Sapelo Island, Georgia, the Place Where Africans Survived America: Modernist Primitivists’ Hunt for African Retentions and the Discovery of Sapelo Island, Georgia’s Gullah Community, 1915–40

Thursday, January 3, 2013: 3:50 PM
Salon V (Roosevelt New Orleans)
Melissa L. Cooper, Rutgers University–New Brunswick
The history of Sapelo Islanders in published works reveals a complex cast of characters, each one working through ideas about racial distinction and inheritance; African culture and spirituality; and ancestral legacies relative to the black American slave past during the most turbulent years in America’s race-making history.  Feuding social scientists, adventure seeking journalists, amateur folklorists, and other writers, initiated and shaped the perception of Sapelo Islanders’ distinct connection to African culture during the 1920s and 1930s, and labeled them “Gullah.”  These researchers characterized the “Gullah,” as being uniquely connected to their African past, and as a population among whom African “survivals” were readily observable, in short, as authentic primitives in modern America.  This paper argues that the popular view of Sapelo Islanders’ “uniqueness” is largely the product of changing and evolving formulations about race and racial distinction in America.  Consequently, the “discovery” of Sapelo Island’s Gullah folk is more a sign of times than an anthropological discovery.
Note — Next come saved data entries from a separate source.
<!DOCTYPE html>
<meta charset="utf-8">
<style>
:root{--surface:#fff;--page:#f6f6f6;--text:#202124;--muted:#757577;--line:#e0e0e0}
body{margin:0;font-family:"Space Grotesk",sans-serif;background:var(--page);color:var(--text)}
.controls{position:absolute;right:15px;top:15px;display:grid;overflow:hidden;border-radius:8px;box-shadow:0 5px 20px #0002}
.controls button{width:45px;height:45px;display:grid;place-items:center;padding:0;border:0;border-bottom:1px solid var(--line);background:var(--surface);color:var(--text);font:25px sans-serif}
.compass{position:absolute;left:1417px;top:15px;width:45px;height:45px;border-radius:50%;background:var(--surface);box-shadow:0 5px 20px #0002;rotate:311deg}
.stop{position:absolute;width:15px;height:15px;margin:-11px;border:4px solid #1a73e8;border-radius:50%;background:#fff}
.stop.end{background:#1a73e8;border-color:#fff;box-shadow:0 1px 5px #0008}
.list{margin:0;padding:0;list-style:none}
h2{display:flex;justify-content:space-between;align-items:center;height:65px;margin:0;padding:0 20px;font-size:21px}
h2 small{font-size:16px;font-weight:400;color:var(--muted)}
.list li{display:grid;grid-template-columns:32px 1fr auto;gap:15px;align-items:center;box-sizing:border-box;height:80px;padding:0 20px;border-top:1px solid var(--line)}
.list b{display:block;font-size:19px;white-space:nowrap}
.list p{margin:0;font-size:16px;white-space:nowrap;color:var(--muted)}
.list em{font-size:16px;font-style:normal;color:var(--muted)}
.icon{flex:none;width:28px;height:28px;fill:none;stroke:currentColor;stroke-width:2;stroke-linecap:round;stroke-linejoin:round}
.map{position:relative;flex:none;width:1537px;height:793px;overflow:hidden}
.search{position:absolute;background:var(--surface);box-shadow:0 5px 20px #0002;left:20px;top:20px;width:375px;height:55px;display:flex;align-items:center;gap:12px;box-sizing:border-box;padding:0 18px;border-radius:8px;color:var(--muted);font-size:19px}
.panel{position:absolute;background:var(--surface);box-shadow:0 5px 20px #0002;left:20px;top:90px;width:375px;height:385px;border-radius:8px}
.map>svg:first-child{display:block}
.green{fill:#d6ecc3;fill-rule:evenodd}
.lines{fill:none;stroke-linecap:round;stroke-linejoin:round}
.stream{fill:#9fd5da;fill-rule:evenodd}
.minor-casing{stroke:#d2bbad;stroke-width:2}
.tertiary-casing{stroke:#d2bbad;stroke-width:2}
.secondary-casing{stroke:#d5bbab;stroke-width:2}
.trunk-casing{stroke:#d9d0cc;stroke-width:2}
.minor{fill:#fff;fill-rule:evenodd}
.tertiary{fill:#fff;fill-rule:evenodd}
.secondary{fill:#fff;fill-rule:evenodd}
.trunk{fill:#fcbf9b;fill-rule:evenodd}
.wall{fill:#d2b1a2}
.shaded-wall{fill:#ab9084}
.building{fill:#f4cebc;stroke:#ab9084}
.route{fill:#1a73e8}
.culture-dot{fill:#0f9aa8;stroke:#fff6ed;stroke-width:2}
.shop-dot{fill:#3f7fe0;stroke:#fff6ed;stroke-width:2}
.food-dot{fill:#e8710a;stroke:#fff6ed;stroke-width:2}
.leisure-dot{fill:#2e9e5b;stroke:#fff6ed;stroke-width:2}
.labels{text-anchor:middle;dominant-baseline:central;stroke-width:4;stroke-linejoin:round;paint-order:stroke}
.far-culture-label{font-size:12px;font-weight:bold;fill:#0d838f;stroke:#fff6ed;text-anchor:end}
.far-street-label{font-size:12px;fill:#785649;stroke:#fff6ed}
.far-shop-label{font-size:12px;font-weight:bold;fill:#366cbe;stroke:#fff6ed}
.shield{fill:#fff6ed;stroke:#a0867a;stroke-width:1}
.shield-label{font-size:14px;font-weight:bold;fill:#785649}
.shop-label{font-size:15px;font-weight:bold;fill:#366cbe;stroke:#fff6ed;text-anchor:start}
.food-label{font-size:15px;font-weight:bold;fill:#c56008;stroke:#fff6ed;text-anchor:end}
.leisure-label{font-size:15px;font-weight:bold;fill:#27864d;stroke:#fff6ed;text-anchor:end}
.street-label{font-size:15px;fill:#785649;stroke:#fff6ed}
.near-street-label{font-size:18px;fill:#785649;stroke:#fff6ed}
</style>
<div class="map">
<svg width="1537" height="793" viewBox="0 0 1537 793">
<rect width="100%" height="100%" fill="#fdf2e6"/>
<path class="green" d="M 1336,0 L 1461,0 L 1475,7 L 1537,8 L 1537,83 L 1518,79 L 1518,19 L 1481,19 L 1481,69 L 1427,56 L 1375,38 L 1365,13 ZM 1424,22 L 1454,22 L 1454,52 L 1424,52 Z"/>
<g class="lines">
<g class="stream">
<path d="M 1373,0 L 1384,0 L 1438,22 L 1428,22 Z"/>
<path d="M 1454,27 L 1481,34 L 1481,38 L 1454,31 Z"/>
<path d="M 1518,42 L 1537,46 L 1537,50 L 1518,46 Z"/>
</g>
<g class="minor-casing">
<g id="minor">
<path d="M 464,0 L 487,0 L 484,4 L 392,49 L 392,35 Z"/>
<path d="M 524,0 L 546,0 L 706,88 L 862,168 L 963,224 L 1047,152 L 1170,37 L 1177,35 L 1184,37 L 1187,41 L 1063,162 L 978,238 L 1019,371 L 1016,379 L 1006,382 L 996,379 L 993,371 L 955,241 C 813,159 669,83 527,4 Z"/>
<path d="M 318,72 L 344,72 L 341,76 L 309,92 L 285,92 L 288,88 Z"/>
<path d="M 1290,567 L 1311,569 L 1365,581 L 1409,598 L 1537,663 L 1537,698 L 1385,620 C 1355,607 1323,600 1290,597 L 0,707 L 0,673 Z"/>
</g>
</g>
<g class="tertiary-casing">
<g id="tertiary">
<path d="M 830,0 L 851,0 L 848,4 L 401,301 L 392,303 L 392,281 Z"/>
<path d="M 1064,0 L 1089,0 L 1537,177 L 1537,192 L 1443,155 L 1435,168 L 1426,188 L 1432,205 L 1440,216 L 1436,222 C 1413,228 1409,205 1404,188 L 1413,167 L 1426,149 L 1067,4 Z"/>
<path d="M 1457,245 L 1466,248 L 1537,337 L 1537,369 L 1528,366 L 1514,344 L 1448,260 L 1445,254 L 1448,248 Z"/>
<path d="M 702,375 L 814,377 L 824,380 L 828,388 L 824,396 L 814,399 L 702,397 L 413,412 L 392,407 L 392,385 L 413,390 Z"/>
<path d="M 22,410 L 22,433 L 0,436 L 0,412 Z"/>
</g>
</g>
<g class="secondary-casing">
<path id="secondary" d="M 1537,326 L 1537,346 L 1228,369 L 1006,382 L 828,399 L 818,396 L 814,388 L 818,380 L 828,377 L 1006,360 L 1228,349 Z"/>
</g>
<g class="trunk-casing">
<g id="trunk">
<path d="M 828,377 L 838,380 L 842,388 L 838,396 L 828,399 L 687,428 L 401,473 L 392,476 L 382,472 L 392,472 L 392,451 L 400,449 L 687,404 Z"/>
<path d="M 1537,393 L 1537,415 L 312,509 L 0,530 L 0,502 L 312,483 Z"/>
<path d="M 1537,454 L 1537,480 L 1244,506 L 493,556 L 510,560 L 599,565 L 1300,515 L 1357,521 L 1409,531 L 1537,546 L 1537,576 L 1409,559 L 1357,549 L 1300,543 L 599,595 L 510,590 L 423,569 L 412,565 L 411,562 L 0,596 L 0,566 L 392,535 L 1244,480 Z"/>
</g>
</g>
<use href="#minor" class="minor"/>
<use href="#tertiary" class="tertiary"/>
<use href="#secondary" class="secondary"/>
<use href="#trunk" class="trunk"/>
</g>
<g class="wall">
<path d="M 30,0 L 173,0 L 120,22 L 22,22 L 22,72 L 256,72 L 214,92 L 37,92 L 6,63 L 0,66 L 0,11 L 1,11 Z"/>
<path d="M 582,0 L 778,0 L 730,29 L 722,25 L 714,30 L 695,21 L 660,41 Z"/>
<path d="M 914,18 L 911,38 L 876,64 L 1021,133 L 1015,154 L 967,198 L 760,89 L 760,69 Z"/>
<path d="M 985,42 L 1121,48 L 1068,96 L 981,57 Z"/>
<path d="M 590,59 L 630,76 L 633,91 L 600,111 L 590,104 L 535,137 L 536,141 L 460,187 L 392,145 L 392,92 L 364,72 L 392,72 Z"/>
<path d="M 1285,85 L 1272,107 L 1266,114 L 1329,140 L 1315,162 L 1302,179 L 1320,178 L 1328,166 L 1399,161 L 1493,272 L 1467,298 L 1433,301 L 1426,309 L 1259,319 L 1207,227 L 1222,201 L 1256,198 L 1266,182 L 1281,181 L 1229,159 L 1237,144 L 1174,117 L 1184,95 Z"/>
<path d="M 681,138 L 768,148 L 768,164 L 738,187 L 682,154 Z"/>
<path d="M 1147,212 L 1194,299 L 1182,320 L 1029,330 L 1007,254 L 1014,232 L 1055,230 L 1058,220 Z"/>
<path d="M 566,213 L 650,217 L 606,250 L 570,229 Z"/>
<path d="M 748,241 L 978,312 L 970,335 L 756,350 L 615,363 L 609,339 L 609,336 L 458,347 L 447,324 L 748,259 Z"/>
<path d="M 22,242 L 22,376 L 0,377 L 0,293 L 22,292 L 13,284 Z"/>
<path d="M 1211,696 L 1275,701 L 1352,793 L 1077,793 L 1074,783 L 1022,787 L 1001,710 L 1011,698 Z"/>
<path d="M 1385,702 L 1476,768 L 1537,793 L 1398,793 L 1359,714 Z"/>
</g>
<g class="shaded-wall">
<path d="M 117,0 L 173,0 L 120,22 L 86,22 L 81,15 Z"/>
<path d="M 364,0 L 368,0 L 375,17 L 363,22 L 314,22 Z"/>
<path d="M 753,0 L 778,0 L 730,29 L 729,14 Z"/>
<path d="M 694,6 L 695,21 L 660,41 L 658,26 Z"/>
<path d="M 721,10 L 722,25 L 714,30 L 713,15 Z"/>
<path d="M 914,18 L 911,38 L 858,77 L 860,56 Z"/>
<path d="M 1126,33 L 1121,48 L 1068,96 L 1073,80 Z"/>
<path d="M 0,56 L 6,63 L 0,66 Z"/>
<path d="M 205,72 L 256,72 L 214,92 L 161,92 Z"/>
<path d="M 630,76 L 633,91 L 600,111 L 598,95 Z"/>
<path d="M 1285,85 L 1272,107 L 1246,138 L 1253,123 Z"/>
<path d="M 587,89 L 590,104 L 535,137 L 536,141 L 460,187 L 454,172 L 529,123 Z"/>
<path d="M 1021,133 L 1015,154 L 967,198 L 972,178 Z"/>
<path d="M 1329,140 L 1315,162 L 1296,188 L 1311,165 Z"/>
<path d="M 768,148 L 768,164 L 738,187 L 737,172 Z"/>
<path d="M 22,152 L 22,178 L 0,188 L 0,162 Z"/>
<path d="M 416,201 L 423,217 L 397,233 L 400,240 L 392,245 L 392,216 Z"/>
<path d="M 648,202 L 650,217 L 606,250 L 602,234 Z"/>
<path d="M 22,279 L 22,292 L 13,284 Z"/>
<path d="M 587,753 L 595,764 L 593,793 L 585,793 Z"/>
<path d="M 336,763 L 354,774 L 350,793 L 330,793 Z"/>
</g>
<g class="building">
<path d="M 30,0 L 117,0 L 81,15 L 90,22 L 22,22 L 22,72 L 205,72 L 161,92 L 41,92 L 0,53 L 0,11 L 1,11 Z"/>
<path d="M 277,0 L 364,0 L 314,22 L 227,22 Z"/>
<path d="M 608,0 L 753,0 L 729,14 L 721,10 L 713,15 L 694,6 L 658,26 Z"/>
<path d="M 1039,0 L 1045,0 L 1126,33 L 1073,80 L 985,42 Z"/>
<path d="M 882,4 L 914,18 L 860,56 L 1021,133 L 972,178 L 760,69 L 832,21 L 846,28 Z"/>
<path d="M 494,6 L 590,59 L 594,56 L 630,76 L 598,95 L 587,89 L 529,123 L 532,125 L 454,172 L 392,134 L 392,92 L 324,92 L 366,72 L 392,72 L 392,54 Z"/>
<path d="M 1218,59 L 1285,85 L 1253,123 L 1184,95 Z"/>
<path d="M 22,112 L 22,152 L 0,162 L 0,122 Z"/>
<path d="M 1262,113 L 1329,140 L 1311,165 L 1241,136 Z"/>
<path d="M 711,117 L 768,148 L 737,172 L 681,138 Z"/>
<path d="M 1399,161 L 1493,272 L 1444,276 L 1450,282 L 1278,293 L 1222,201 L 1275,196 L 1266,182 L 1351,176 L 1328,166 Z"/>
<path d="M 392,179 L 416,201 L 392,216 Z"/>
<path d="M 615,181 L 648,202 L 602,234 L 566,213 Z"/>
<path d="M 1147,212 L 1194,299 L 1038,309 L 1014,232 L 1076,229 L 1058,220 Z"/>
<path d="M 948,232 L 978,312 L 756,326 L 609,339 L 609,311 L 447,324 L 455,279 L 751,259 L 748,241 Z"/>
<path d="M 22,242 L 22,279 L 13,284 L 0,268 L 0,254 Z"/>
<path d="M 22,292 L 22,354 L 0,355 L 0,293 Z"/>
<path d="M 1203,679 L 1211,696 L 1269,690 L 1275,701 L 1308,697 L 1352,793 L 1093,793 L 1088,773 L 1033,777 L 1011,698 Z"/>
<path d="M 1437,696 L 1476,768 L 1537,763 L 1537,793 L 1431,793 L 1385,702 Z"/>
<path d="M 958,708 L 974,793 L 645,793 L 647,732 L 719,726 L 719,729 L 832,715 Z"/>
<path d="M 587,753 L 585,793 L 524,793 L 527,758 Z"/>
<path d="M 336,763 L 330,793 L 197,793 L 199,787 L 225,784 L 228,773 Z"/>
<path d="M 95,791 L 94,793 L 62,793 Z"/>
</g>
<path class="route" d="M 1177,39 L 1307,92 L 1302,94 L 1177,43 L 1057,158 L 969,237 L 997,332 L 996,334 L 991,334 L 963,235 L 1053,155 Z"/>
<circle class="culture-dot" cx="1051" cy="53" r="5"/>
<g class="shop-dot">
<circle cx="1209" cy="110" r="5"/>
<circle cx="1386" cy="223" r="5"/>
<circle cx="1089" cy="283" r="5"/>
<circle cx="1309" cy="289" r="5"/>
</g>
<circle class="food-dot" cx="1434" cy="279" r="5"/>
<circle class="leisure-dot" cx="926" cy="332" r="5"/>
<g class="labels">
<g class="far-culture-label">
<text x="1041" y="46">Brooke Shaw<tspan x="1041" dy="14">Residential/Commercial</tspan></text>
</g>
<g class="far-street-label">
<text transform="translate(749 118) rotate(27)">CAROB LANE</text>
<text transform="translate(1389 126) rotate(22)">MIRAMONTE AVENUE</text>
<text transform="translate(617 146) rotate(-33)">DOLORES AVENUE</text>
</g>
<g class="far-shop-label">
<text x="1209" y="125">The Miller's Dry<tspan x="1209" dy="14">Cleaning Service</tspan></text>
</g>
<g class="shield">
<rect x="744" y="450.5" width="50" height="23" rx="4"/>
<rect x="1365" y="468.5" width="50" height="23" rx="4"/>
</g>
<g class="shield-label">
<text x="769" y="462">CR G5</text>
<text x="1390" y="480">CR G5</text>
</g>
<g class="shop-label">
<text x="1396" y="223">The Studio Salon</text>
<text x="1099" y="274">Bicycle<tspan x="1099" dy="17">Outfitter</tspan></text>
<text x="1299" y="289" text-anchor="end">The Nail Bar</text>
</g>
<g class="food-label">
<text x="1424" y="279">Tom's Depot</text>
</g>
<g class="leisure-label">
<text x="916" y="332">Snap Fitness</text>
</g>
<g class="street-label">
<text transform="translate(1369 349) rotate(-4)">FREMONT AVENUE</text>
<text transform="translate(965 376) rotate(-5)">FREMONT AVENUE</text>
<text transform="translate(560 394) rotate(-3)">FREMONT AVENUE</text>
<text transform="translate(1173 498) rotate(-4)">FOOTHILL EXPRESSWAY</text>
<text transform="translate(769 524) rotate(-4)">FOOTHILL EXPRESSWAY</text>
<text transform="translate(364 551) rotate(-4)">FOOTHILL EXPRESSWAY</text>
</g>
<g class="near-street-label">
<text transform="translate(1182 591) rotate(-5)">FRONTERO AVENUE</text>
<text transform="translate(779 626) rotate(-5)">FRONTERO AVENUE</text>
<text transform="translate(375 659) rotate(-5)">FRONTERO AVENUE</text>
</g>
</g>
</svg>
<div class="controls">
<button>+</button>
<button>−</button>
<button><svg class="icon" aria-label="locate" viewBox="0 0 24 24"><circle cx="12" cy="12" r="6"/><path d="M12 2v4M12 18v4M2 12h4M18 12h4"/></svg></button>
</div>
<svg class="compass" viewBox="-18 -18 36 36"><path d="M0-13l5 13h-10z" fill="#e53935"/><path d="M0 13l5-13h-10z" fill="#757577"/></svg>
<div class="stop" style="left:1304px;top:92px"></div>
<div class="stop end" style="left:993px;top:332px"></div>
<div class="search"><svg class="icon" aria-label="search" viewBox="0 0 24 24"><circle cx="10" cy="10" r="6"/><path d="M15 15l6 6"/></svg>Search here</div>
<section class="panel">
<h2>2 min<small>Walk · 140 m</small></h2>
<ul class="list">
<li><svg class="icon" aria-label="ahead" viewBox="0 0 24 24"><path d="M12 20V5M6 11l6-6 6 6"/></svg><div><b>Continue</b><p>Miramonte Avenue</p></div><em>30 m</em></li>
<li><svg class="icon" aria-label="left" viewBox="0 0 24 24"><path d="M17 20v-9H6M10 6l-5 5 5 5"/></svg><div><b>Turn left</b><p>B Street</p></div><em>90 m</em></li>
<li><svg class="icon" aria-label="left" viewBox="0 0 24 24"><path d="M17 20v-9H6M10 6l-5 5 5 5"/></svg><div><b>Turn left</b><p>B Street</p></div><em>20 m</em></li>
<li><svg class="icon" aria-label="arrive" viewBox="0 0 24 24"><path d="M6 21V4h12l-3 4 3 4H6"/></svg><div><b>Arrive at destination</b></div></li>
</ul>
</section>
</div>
During the 1920s and 1930s, “islands,” held a special place in the Modernist imaginary.  For Modernists, the waters and oceans that separated islands from mainland communities also separated the “modern world” from the “primitive past”.  From this vantage point, islands, and the people who populated them, (especially non-white people) were believed to be stuck in an earlier time—remnants of a mythical past.  During the 1920s and 1930s, the convergence of the vogue of “Negro themes,” the hunt for black Americans’ African past, and the stark contrast between “primitive islands” and “modern main lands” guaranteed that Sapelo Islanders would become a subject of popular interest.   My paper examines these issues and unearths the way that intellectual and cultural trends cultivated a popular and enduring fascination with black Sapelo Islanders in the Jim Crow South.